Botswana has achieved and surpassed UNAIDS’ 90-90-90 HIV testing and treatment target-a year before the 2020 deadline, a new study shows.
Preliminary data from the Ya Tsie study shows that Botswana has achieved an 88% viral suppression score among all HIV positive participants in an intervention that targeted 30 rural and peri-urban communities in the country. It has emerged that of all those who have been tested, 88% now have undetectable HIV-1 RNA (regardless of previous diagnosis or Antiretroviral therapy (ART) status). “This percentage exceeds the prevalence of viral suppression of 73% in the UNAIDS 90-90-90 targets and the 86% suppression achieved by “95-95-95,” and it is one of the highest reported levels of population viral suppression globally,” the new study led by researchers from Harvard T.H. Chan School of Public Health and the Botswana-Harvard AIDS Institute Partnership says.
Participants in 15 villages in the intervention group received HIV testing and counselling, linkage to care, ART (started at a higher CD4 count than in standard care), and increased access to male circumcision services. Expanded HIV testing, linkage to care, and ART coverage were associated with increased population viral suppression.
The report shows that the intervention was effective in increasing population viral suppression to very high levels (meaning that the virus becomes undetectable and can’t be transmitted while patients are taking effective treatment),
The report titled “Universal Testing, Expanded Treatment, and Incidence of HIV Infection in Botswana” shows that, although the percentage of men who underwent circumcision was greater in the intervention group than in the standard-care group “in our trial, it was lower than expected.”
“We were unable to directly determine which specific intervention or interventions were most important in reducing the incidence of HIV infection,” the researchers said.

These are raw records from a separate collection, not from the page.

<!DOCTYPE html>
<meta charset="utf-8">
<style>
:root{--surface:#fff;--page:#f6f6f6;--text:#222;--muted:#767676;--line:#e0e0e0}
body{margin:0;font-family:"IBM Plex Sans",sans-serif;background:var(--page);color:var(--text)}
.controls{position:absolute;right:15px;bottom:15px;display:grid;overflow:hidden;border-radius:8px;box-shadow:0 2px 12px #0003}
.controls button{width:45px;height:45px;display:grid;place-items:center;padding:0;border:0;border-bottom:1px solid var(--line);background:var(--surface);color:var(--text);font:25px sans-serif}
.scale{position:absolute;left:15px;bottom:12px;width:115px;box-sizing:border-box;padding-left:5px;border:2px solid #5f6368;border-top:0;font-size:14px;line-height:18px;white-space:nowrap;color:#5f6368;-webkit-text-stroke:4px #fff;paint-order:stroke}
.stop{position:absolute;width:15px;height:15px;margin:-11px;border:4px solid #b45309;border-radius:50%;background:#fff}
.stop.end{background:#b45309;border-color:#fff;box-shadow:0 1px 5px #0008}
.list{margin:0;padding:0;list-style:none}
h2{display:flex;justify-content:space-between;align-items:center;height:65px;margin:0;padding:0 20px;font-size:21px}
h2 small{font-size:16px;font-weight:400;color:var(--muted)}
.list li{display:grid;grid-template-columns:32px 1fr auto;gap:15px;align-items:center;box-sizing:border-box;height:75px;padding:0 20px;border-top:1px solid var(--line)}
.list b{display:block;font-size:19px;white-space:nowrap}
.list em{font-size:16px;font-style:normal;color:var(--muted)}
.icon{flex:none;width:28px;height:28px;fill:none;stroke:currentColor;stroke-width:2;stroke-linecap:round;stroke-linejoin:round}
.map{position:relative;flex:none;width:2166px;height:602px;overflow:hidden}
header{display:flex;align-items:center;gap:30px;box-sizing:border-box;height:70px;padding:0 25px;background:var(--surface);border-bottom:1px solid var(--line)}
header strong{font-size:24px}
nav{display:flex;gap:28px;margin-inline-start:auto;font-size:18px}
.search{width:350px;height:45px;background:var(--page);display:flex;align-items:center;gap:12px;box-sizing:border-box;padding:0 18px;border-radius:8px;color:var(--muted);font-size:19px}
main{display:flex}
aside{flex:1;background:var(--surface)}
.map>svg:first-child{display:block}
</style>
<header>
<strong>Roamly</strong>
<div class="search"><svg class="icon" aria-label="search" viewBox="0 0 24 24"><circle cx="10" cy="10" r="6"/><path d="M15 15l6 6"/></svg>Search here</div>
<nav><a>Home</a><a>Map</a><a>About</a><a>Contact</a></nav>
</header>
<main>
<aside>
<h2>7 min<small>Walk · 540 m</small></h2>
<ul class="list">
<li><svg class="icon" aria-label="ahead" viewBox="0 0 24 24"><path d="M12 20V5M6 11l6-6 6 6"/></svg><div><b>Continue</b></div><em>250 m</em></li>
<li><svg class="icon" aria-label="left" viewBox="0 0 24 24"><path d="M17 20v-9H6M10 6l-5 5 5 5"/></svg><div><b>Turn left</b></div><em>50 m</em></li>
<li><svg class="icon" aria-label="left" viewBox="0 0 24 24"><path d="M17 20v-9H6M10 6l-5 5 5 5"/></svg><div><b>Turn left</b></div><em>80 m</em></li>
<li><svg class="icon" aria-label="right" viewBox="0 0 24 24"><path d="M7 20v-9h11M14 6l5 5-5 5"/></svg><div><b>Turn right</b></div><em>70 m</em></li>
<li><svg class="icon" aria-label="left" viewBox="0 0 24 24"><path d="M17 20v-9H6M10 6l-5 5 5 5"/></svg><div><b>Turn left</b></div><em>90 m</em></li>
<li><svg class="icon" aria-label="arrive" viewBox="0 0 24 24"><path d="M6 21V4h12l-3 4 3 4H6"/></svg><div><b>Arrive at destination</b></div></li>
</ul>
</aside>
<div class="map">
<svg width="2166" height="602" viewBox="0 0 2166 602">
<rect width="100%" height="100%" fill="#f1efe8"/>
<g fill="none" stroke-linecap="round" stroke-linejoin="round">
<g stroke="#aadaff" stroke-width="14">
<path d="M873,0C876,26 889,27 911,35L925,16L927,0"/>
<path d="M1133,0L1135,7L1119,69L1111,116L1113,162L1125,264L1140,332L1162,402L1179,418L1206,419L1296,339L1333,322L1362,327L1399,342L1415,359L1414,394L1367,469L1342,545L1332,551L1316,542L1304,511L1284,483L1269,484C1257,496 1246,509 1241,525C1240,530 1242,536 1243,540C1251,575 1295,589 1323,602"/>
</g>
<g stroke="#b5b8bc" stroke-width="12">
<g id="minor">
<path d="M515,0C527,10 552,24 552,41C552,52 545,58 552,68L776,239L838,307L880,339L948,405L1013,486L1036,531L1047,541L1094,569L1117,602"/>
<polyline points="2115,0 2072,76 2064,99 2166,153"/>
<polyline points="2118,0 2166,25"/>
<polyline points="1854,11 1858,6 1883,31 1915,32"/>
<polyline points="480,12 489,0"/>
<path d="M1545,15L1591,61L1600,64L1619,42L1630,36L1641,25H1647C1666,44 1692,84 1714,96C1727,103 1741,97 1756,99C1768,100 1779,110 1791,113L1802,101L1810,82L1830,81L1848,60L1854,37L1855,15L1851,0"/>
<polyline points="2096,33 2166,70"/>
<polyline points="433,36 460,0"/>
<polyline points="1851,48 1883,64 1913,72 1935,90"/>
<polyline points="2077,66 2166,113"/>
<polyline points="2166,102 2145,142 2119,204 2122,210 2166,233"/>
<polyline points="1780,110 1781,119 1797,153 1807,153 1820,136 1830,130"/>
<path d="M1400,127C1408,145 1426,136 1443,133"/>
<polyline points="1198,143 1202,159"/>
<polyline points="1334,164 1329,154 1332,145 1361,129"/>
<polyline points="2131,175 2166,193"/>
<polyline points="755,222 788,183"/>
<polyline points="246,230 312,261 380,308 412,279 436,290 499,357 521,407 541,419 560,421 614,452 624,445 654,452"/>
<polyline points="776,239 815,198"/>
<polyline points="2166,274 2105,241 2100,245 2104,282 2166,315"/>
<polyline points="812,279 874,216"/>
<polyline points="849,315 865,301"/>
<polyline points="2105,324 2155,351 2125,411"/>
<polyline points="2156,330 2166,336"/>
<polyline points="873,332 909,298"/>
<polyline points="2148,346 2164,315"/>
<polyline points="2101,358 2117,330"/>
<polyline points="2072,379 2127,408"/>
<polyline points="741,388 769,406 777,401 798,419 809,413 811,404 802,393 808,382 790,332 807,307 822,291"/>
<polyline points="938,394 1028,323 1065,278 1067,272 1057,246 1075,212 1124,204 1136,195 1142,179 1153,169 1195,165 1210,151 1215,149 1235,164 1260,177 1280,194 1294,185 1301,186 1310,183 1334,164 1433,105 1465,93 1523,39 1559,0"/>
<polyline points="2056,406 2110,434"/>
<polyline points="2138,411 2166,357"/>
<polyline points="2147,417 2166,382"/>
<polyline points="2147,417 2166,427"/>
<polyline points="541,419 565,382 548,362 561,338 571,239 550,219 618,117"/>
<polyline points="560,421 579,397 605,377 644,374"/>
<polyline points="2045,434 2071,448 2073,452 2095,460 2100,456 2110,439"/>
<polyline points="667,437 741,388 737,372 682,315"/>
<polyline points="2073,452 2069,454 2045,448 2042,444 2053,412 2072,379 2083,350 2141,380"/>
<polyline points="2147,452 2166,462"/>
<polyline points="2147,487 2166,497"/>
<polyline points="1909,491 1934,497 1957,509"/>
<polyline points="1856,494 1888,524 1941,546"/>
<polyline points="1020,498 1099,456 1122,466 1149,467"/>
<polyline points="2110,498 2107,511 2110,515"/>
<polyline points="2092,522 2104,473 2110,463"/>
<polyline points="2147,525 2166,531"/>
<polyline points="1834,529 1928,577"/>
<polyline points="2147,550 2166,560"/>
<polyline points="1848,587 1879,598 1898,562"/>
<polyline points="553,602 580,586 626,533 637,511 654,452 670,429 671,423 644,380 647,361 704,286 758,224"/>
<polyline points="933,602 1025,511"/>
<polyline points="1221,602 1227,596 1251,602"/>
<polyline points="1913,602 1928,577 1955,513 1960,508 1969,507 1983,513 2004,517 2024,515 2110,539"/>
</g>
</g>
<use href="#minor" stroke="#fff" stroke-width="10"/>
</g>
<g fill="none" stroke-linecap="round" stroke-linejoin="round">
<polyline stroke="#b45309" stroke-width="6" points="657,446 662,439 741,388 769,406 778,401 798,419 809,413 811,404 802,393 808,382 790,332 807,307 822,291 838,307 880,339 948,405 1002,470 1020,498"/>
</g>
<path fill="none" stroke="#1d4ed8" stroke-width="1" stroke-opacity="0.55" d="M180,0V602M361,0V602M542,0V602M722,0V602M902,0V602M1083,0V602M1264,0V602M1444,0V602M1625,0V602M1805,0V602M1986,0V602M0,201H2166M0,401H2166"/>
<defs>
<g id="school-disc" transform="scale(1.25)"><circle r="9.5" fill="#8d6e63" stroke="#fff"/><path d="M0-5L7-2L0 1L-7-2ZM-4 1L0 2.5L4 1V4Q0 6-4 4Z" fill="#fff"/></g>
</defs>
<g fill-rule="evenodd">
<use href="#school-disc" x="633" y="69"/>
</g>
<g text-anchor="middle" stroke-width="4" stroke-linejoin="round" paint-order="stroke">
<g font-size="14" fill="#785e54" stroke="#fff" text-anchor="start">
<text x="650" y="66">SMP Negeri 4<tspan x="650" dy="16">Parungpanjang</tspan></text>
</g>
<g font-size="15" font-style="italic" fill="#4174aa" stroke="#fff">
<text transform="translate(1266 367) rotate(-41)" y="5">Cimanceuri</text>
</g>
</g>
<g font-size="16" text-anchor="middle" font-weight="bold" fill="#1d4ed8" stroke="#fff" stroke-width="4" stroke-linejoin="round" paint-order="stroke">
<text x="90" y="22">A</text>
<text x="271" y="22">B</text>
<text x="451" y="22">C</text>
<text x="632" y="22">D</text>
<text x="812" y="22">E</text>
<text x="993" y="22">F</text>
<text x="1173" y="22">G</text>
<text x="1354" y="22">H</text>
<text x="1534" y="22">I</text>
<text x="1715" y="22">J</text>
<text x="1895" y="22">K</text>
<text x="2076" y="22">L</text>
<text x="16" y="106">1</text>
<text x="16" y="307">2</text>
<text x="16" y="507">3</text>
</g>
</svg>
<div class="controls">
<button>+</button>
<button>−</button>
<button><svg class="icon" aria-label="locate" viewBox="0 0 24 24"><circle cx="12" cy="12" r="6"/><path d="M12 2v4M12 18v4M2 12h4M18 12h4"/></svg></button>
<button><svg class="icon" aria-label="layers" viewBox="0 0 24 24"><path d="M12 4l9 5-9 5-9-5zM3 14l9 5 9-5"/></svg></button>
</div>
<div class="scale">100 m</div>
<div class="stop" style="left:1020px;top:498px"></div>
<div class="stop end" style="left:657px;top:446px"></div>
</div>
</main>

They added: “However, we identified large numbers of HIV-positive persons who were not receiving ART15 and successfully linked them to ART,16 with a notably shorter time to ART initiation in the intervention group than in the standard-care group (69 days vs. 367 days).”
Expanded ART eligibility, in the absence of effective HIV testing and linkage activities, would probably not yield as great a reduction in the incidence of HIV infection, the report says.
“The more rapid viral suppression observed after fast-track and dolutegravir-based ART initiation starting in June 2016 may also have contributed to the reduction in incidence,” the report says.
It says given the small number of men who underwent circumcision and the low prevalence of circumcision (approximately 50%) by trial end, it is unlikely that male circumcision contributed substantially.
“Our findings suggest that even in populations with high viral suppression, it is feasible to find persons who are not yet receiving ART (including many who have not yet received a diagnosis of HIV infection), and these persons are willing to start and adhere to universal ART,” the researchers said.
They further stated that “Because our interventions were delivered within community and programmatic settings by cadres of staff that are typical in African countries, the feasibility of implementation may be generalizable. As WHO guidance on HIV testing and treatment evolves, we think that key elements of the Ya Tsie interventions can be locally adapted.”
They said planned costing and cost-effectiveness analyses will be critical to inform policy formulation.
The researchers found that “In our trial, potential remaining sources of HIV transmission included non community residents, residents who were not receiving ART, noncitizens (who cannot access free ART), and persons who had acute HIV infection before they began to receive ART.”
Commenting on the study, senior author Shahin Lockman associate professor in the Department of Immunology and Infectious Diseases of the United States, said “Using approaches that are feasible in most settings, we achieved levels of HIV diagnosis, treatment, and viral suppression that are among the highest levels reported globally.”
According to Lockman, “These high rates of treatment coverage are a testimony to the long-standing commitment that Botswana has shown to tackling HIV. We also believe that our approaches and findings are highly relevant for other countries.”
Lock added that “Universal HIV testing and treatment can contribute substantially toward improving health and reducing the rate of new HIV infections in the community. This reduction, if sustained over time, will help us achieve the UNAIDS target of 90% reduction in the rate of new HIV infections by 2030.”
With the goal of ending the acquired immunodeficiency syndrome (AIDS) epidemic by 2030, the Joint United Nations Program on HIV and AIDS (UNAIDS) promotes “90-90-90” targets: namely, that by the year 2020, 90% of all HIV-positive persons will know their HIV status, 90% of those with a diagnosis of HIV infection will receive sustained ART, and 90% of persons receiving ART will have viral suppression.